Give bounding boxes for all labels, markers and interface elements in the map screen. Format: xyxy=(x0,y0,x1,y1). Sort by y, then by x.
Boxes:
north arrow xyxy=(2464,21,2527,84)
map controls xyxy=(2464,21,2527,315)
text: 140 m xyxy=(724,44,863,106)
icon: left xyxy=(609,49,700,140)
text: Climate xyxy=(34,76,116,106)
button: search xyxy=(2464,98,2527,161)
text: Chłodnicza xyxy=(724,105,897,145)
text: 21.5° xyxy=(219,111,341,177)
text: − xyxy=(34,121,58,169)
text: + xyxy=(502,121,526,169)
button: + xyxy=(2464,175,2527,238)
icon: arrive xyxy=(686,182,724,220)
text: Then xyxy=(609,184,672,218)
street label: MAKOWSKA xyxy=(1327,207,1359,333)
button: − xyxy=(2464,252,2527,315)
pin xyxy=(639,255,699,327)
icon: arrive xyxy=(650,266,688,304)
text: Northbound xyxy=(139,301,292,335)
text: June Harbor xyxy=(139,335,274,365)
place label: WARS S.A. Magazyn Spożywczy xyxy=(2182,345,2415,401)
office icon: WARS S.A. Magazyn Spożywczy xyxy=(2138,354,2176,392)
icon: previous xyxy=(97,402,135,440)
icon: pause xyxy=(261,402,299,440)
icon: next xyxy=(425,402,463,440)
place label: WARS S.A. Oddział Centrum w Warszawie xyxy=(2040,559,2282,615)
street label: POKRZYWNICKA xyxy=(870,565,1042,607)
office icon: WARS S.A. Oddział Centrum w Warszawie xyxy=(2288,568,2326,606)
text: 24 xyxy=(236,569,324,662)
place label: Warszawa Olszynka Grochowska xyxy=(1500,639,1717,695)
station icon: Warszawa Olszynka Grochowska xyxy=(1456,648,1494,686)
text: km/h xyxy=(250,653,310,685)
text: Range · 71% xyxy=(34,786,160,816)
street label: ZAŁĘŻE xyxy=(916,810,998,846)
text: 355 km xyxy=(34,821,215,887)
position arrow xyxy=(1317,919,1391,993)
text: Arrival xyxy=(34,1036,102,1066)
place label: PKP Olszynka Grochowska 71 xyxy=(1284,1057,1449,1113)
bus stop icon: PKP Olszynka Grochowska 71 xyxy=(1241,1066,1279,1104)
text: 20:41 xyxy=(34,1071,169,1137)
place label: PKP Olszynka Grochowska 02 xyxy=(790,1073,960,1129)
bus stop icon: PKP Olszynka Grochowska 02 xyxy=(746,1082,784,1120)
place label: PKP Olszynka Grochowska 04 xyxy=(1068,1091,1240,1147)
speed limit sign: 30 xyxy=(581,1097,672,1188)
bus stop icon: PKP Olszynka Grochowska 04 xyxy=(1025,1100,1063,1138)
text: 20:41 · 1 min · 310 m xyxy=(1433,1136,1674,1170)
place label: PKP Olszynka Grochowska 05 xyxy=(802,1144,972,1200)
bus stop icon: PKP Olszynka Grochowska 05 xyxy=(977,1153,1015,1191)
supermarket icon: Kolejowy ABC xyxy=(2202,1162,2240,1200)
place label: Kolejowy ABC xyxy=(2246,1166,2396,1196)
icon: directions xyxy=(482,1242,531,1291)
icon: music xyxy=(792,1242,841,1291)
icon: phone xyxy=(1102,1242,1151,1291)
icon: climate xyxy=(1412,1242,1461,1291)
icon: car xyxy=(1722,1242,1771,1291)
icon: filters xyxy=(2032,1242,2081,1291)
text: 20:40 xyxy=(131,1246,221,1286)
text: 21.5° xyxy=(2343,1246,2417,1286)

## What the task asks
Determine how many lines in the data above contain the string "Kolejowy". Give nothing except the number.

## Solution
2